In your example, $(\frac{\partial}{\partial r},\frac{\partial}{\partial \theta},\frac{\partial}{\partial \phi})$, at a point could be thought of constituting a Cartesian system. The radial direction could very well be defined as x direction, locally. Since pressure is also local, $T_{rr}$ denotes pressure along the radial direction. Same goes with other two directions. $T_{\theta \theta}$ and $T_{\phi \phi}$ denotes pressure along $\frac{\partial}{\partial \theta}$ and $\frac{\partial}{\partial \phi} $ directions respectively.

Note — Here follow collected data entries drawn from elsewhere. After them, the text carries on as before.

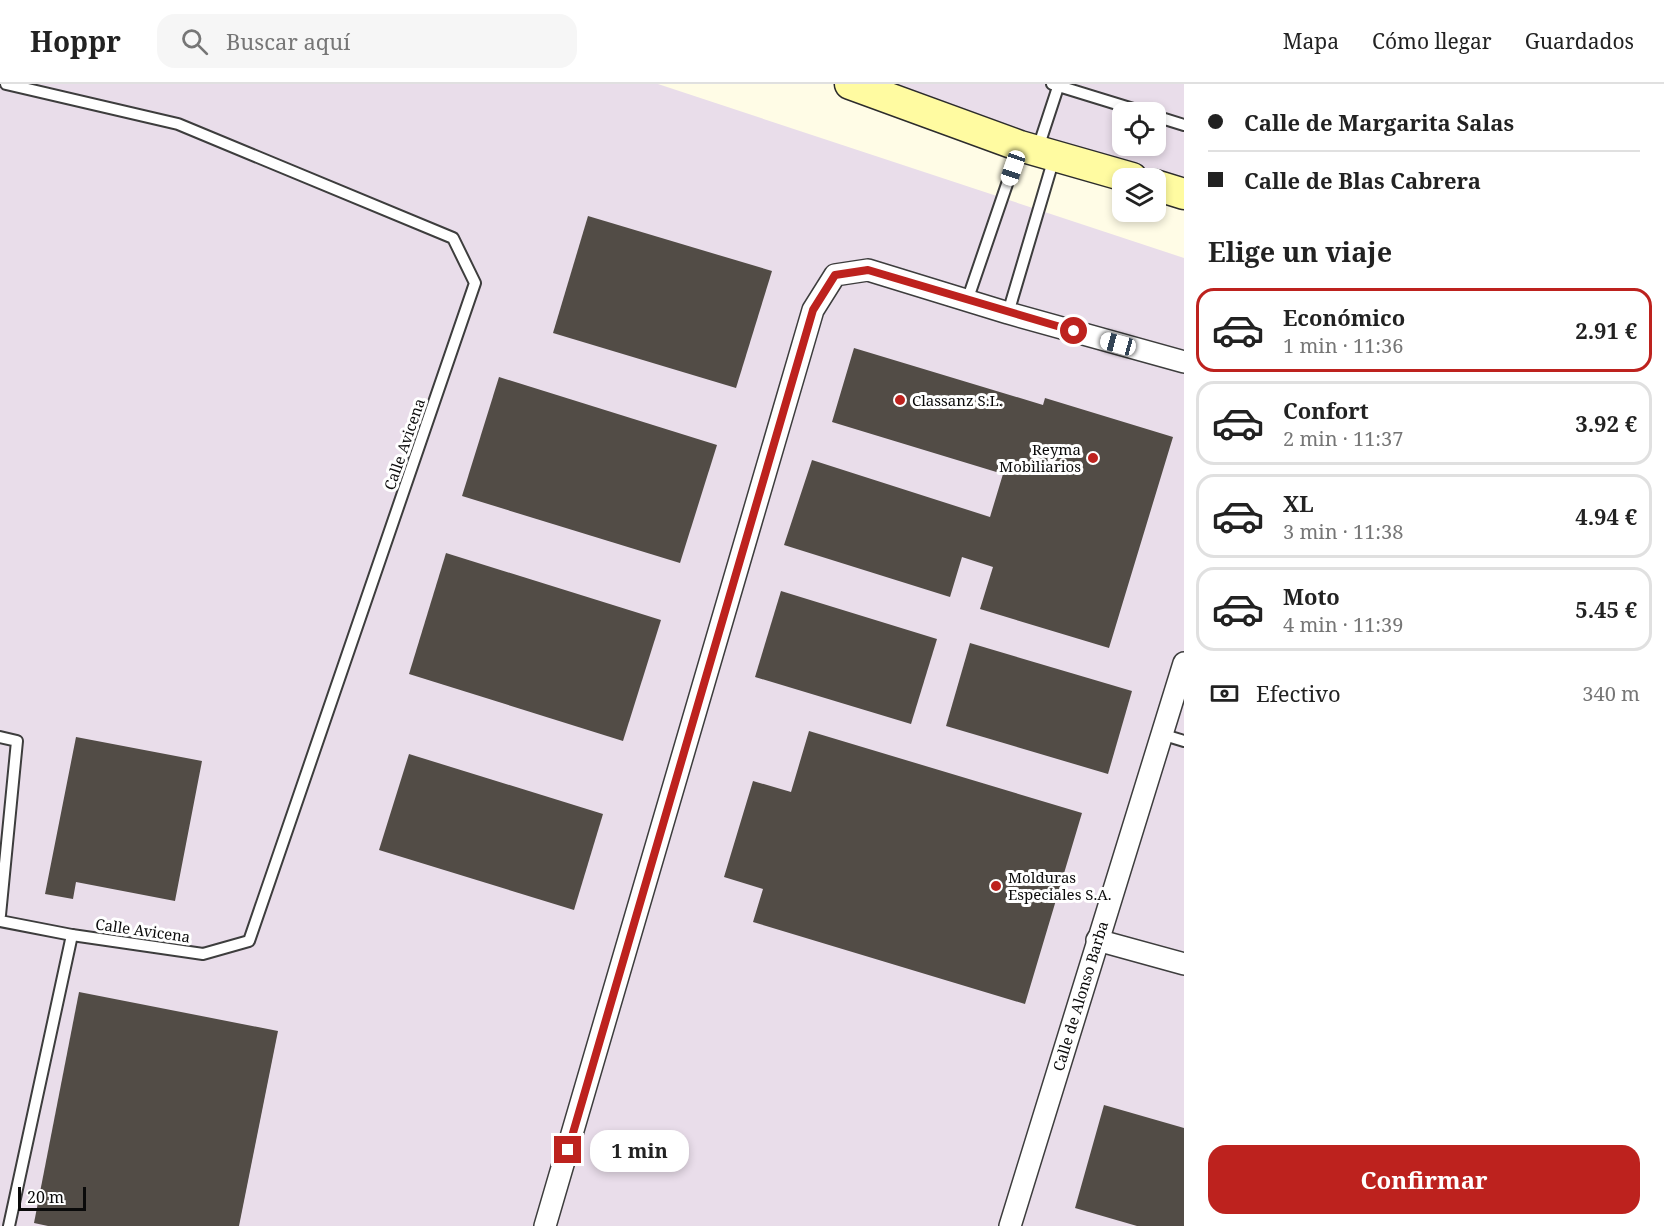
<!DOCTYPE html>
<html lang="es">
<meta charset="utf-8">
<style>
:root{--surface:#fff;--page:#f6f6f6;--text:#222;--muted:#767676;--line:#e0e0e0;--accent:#bd221e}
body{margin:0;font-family:"Noto Serif",serif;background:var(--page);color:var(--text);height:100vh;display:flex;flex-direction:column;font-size:22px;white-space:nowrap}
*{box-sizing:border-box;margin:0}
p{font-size:20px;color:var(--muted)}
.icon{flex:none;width:33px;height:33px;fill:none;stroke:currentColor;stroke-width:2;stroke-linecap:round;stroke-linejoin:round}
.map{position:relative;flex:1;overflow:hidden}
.drawer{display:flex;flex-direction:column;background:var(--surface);width:480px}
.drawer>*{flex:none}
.top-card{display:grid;align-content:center;height:132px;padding:0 24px;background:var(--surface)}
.tools{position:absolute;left:1112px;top:18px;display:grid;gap:12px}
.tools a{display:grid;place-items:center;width:54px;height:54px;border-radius:12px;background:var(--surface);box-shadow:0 3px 9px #0003;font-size:30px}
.scale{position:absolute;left:18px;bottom:15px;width:68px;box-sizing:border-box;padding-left:6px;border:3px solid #0a0a0a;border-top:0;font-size:16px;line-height:21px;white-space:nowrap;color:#0a0a0a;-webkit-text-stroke:4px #fff;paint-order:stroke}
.end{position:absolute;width:27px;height:27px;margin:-14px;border:8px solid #bd221e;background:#fff;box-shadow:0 0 0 3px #fff}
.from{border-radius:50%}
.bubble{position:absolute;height:42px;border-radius:18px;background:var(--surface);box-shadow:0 3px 9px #0003;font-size:20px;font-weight:700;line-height:42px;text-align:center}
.car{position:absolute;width:18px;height:36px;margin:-18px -9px;border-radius:8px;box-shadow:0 0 4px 2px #0007;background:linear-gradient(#fff 24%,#345 0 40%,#fff 0 76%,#345 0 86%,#fff 0)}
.top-card b{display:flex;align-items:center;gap:21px;height:57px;font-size:22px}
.top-card b+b{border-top:2px solid var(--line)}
.top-card i{width:15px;height:15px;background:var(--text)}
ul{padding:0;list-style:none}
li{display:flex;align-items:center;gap:18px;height:84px;margin:0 12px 9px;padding:0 12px;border:3px solid var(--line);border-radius:18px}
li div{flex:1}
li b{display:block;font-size:22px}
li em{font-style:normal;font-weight:700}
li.on{border-color:var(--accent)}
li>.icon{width:54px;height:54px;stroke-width:1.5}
h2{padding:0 24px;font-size:27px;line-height:72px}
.pay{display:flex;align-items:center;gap:15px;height:66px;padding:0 24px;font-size:22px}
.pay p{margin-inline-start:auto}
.primary-button{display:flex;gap:12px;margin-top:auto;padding:12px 24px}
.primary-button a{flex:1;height:69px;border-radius:18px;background:var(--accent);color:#fff;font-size:24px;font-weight:700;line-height:69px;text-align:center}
header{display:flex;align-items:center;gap:36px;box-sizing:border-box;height:84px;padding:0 30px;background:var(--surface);border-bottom:2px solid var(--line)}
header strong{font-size:28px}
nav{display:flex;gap:33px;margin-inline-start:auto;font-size:21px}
.search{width:420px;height:54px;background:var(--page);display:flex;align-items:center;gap:15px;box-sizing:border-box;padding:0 21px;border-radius:18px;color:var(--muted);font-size:22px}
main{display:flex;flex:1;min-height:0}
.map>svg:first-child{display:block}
</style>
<header>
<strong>Hoppr</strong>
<div class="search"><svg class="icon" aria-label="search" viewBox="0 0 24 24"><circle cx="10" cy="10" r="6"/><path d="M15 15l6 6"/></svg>Buscar aquí</div>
<nav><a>Mapa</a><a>Cómo llegar</a><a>Guardados</a></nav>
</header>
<main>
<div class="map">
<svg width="1184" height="1142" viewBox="0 0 1184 1142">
<rect width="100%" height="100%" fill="#fffce6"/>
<g fill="#e9ddea" fill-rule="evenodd">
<path d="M 0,0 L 658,0 L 1184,174 L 1184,1142 L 0,1142 Z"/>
<path d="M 850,0 L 1184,0 L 1184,111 ZM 1122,28 L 1155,28 L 1155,62 L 1122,62 Z"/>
</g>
<g fill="#524c46">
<path d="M 588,132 L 772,187 L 736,304 L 553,249 Z"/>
<path d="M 854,264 L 1043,321 L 1045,314 L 1173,353 L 1109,564 L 980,525 L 993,483 L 962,473 L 950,513 L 784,461 L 812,376 L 990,433 L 1003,390 L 832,338 Z"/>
<path d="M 499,293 L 717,361 L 680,479 L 462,412 Z"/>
<path d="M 446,469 L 661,536 L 623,657 L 409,590 Z"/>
<path d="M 781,507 L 937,555 L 911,640 L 755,593 Z"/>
<path d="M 970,559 L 1132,607 L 1108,690 L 946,642 Z"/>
<path d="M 809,647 L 1082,729 L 1025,920 L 753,838 L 763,805 L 724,793 L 753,697 L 791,708 Z"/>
<path d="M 76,653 L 202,677 L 175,817 L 76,798 L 73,815 L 45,810 Z"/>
<path d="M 409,670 L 603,730 L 574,826 L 379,766 Z"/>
<path d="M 79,908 L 278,947 L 239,1142 L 48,1142 L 34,1139 Z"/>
<path d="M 1104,1021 L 1184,1044 L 1184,1142 L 1137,1142 L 1075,1124 Z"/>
</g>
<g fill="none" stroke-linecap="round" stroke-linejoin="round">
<g stroke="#3d3d3d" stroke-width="14">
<g id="lane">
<path d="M 1052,0 L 1143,28"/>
<path d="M 1155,32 L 1184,41"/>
<path d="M 1038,64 L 1059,0"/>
<path d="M 967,217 L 1019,65"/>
<path d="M 1008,229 L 1054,74"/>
<path d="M 1161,650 L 1184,657"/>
<path d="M 0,653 L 17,657 L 0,831"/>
<path d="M 0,837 L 72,851 L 203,870 L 249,857 L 475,199 L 453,154 L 178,40 L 6,0"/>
<path d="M 9,1142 L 72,851"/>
</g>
</g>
<g stroke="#3d3d3d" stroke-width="24">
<g id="street">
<path d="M 1097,856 L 1184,880"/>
<path d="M 545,1142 L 813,226 L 835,191 L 868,186 L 1008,229 L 1184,278"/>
<path d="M 1010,1142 L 1184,579"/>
</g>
</g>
<g stroke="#2c2c2c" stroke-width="33">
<g id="secondary">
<path d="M 850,0 L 1020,62 L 1132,94"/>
<path d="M 1155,101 L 1184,110"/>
</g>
</g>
<use href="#lane" stroke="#fff" stroke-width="10"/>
<use href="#street" stroke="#fff" stroke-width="21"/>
<use href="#secondary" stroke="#fffba1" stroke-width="30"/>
</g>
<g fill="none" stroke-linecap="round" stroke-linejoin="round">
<path stroke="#bd221e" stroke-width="8" d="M 568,1066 L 813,226 L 835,191 L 868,186 L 1074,247"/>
</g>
<g fill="#bd221e" stroke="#fff" stroke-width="2">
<circle cx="900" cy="316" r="6"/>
<circle cx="1093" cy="374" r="6"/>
<circle cx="996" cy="802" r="6"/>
</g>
<g text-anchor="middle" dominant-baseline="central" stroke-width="6" stroke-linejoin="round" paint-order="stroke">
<g font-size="15" fill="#0a0a0a" stroke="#fff" text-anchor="start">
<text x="912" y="316">Classanz S.L.</text>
<text x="1081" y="365" text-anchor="end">Reyma<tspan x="1081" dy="17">Mobiliarios</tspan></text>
<text x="1008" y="793">Molduras<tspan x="1008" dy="17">Especiales S.A.</tspan></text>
</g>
<g font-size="15" fill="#0a0a0a" stroke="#fff">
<text transform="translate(404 360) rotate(-71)">Calle Avicena</text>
<text transform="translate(143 846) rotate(8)">Calle Avicena</text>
<text transform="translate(1080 912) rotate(-73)">Calle de Alonso Barba</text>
</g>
</g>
</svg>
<div class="tools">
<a><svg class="icon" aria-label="locate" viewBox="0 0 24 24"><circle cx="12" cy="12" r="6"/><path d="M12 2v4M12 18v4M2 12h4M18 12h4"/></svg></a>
<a><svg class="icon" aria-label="layers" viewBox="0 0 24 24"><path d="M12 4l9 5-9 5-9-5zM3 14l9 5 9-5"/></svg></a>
</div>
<div class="scale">20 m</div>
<i class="end from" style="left:1074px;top:247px"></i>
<i class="end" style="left:568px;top:1066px"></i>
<div class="bubble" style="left:590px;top:1046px;width:99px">1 min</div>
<i class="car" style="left:1013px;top:84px;rotate:199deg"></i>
<i class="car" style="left:1118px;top:260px;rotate:285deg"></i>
</div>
<section class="drawer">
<div class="top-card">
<b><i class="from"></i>Calle de Margarita Salas</b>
<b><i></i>Calle de Blas Cabrera</b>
</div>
<h2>Elige un viaje</h2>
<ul>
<li class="on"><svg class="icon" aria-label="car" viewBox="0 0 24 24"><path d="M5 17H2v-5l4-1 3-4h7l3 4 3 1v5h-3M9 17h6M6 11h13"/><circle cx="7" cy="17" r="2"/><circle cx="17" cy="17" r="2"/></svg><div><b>Económico</b><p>1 min · 11:36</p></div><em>2.91 €</em></li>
<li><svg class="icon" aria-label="car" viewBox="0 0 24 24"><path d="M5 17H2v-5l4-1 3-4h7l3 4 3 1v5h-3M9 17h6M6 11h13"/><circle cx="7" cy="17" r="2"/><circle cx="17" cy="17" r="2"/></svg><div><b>Confort</b><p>2 min · 11:37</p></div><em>3.92 €</em></li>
<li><svg class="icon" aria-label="car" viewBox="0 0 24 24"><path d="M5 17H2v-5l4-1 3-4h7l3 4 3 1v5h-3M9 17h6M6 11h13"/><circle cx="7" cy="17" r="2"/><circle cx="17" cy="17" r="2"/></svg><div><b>XL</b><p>3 min · 11:38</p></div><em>4.94 €</em></li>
<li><svg class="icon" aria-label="car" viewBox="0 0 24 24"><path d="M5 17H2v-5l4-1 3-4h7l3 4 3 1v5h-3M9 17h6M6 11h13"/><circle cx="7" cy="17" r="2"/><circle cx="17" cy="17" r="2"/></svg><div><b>Moto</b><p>4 min · 11:39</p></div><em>5.45 €</em></li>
</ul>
<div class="pay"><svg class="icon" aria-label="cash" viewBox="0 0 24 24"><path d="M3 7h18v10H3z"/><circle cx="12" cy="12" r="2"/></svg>Efectivo<p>340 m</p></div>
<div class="primary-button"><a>Confirmar</a></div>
</section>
</main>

For the second part of your question, No, you cannot do that. That would break spherical symmetry. A concise explanation is: metric and matter are coupled by Einstein Field Equation. If one is not symmetric under rotations then other cannot be symmetric.

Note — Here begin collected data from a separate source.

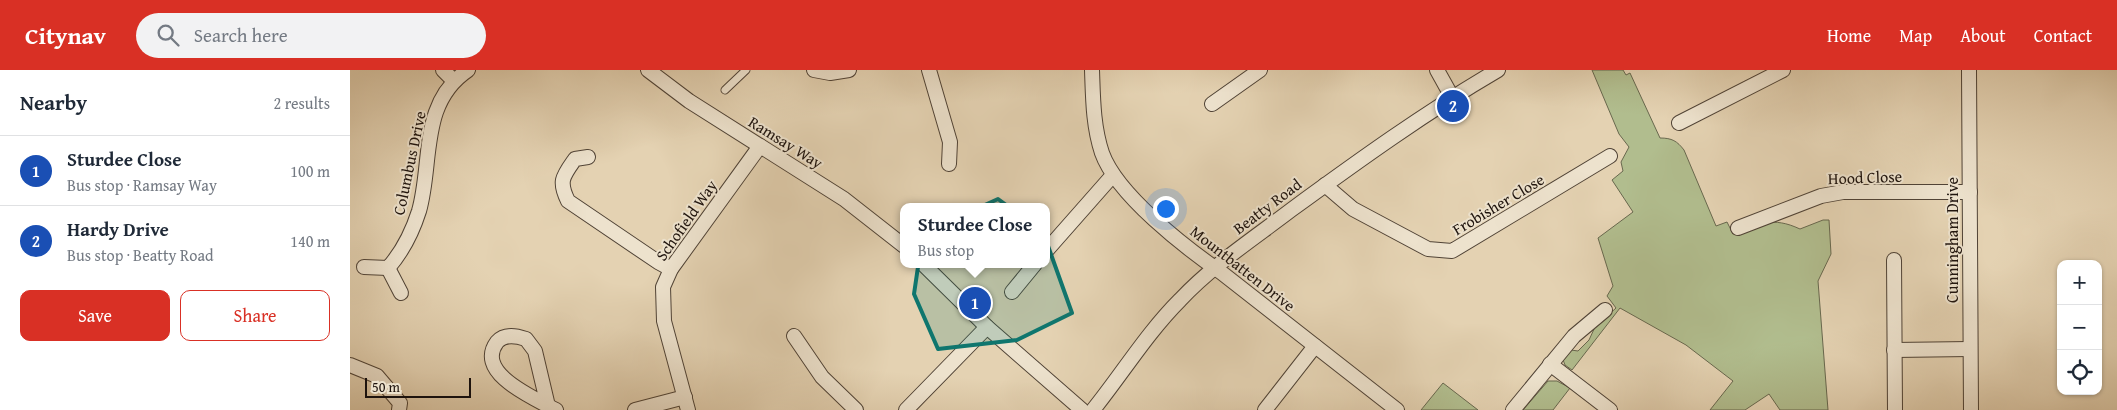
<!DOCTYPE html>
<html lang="en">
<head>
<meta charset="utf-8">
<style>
  :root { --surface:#fff; --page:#f2f2f3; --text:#1f2937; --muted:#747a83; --line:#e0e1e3; --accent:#d93025 }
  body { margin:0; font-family:"Gentium Book Plus",serif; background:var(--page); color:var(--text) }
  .controls { position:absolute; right:15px; bottom:15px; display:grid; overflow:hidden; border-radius:10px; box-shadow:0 1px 4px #0004 }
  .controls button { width:45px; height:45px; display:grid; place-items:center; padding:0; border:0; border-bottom:1px solid var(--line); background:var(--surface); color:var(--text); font:25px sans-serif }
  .scale { position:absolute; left:15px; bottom:12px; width:106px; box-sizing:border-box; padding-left:5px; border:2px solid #1e130d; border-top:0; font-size:14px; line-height:18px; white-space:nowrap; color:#1e130d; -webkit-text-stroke:4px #ede2cd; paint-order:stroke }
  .you { position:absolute; left:815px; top:138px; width:18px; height:18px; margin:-12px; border:4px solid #fff; border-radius:50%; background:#1a73e8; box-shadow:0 0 0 8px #1a73e833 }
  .badge { display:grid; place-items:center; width:32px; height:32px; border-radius:50%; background:var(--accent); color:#fff; font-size:16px; font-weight:700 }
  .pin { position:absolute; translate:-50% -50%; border:2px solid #fff; box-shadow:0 1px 5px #0006 }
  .popup { position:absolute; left:550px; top:133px; width:150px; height:65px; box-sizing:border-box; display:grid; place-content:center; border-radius:10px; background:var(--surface); filter:drop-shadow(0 1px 4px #0005); font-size:16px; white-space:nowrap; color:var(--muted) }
  .popup b { font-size:19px; color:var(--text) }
  .popup::after { content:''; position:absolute; left:50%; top:100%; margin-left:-10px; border:10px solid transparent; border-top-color:var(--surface) }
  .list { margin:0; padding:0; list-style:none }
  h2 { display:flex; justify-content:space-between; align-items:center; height:65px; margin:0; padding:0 20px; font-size:21px }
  h2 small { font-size:16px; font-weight:400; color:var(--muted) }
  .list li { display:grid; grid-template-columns:32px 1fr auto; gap:15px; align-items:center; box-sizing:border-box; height:70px; padding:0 20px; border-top:1px solid var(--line) }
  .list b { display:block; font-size:19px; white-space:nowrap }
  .list p { margin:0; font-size:16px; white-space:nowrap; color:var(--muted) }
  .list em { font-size:16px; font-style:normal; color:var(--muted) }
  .actions { display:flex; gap:10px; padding:15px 20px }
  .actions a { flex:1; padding:11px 0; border:1px solid var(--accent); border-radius:10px; text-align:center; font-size:18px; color:var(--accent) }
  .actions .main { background:var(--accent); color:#fff }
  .icon { flex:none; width:28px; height:28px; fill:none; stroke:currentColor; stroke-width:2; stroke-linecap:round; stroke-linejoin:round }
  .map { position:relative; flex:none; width:1767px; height:340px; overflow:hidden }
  header { display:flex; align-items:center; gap:30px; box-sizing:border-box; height:70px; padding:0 25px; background:var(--accent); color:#fff }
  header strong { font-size:24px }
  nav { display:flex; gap:28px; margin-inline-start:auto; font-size:18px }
  .search { width:350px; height:45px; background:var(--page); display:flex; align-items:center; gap:12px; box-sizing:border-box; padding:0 18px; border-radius:28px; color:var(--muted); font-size:19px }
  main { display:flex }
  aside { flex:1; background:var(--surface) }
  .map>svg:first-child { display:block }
</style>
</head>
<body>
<header>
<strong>Citynav</strong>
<div class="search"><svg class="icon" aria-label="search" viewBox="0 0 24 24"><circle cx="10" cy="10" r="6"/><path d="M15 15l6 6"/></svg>Search here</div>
<nav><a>Home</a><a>Map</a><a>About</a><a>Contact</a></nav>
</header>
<main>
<aside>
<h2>Nearby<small>2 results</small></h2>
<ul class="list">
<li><span class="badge" style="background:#1a4fb4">1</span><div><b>Sturdee Close</b><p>Bus stop · Ramsay Way</p></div><em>100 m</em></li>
<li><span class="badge" style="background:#1a4fb4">2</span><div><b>Hardy Drive</b><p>Bus stop · Beatty Road</p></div><em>140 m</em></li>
</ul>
<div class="actions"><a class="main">Save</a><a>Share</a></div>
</aside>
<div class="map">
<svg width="1767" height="340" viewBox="0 0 1767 340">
  <rect width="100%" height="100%" fill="#e4d2b2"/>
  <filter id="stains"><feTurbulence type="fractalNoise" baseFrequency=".004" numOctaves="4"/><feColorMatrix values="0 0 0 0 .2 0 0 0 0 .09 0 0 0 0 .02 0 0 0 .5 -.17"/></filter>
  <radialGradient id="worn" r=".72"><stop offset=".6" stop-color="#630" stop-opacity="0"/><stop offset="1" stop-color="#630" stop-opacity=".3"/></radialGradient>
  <g fill="#b1bd8e" stroke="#68684e">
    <path d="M1242 0H1273L1276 5 1280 3 1310 68C1322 68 1327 71 1334 80L1366 156 1377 152 1383 164C1410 154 1422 146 1450 159L1473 150H1479L1481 184 1468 211 1478 340H1430L1419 324 1395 340H1360L1383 311 1336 275 1270 238 1222 300 1215 295 1212 287 1221 280 1228 281 1239 270 1245 257 1266 238 1257 226 1263 216 1248 168 1283 142 1262 110 1273 101 1271 92 1279 77 1269 64Z"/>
    <path d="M1198 311H1207L1220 318 1203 340H1173Z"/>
    <path d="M1093 313 1128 340H1071Z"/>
  </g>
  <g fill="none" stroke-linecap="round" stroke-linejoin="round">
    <g stroke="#504336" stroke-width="9">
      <path id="service" d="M375 20 396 0"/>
    </g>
    <g stroke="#504336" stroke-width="16">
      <g id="minor">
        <path d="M93 0 103 10"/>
        <path d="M298 0 339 31 494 129 554 176"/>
        <path d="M464 0 480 3 499 0"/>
        <path d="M579 0 600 72 599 94"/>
        <path d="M742 0C743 28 743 56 752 83 767 125 836 178 872 203L1047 340"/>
        <path d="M1087 0 1102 27"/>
        <path d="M1619 0 1621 340"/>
        <path d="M862 34 910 0"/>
        <path d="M1329 53 1433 0"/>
        <path d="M238 87 225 89C213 106 208 111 218 131L308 192 321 199"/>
        <path d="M975 115 1003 139 1078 179 1102 181 1260 86"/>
        <path d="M1388 158 1471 126 1493 122H1620"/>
        <path d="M696 181 763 105"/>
        <path d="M1544 190 1545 340"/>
        <path d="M573 194 637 257 732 340"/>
        <path d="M14 197 38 198C53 181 62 163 69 141 83 92 69 33 118 0"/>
        <path d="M38 198 51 223"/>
        <path d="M662 222 685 194"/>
        <path d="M444 266 472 307 506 340"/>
        <path d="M1544 280 1620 279"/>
        <path d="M1200 294 1260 340"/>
        <path d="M0 295 27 306 50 333 49 340"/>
        <path d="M198 336 185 281 176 269C167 266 155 263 147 272 124 303 184 328 206 340"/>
        <path d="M285 340 335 327"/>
        <path d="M338 340 314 251 313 217 321 199 410 76"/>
        <path d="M556 340 637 257"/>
        <path d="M743 340C772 304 797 263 830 230 863 195 903 169 941 140 1008 91 1076 42 1148 0"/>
        <path d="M915 340 965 276"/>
        <path d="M1163 340 1224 266 1255 240"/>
      </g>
    </g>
    <use href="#service" stroke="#ede2cd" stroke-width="7"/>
    <use href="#minor" stroke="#ede2cd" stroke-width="14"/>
  </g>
  <path fill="#0f766e" fill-opacity="0.2" stroke="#0f766e" stroke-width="4" stroke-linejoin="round" d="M648 129 693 162 722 243 667 270 588 279 564 224 573 163Z"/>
  <g text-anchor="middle" stroke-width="4" stroke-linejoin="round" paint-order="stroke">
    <g font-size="16" fill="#1e130d" stroke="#ede2cd">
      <text transform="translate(436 72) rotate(32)" y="6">Ramsay Way</text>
      <text transform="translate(59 93) rotate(-78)" y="6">Columbus Drive</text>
      <text transform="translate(1515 107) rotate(-2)" y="6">Hood Close</text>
      <text transform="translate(1148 134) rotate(-31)" y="6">Frobisher Close</text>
      <text transform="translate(917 136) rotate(-37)" y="6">Beatty Road</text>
      <text transform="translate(336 150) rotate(-55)" y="6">Schofield Way</text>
      <text transform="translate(1602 170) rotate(-90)" y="6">Cunningham Drive</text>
      <text transform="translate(893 198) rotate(38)" y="6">Mountbatten Drive</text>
    </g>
  </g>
  <rect width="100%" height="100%" filter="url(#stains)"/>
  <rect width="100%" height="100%" fill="url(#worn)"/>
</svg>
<div class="controls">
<button>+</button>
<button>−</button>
<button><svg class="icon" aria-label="locate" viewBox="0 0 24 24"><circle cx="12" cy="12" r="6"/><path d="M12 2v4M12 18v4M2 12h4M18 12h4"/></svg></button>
</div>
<div class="scale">50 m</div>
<div class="you"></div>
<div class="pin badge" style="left:625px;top:233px;background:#1a4fb4">1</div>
<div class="popup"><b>Sturdee Close</b>Bus stop</div>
<div class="pin badge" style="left:1103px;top:36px;background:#1a4fb4">2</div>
</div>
</main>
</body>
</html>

A detailed explanation: Assume metric is spherically symmetric and matter is given by, $$T_{\mu\nu}=diag(\,\rho(r)\; e^{\nu(r)},p_{r}(r)\;e^{\lambda(r)}, p_{\theta}(r)\;r^{2},p_{\theta}(r)\;r^{2}\sin^{2}\theta\,).$$ If metric is invariant under rotation so is Einstein Tensor, $G_{\mu \nu}$, as Einstein Tensor is made from metric tensor. We have following equation, $$ G_{\mu \nu}=\kappa T_{\mu \nu} .$$ The left hand side is invariant under rotation but right hand side is not. A contradiction! Therefore our assumption is wrong. Matter cannot be given by our proposed form.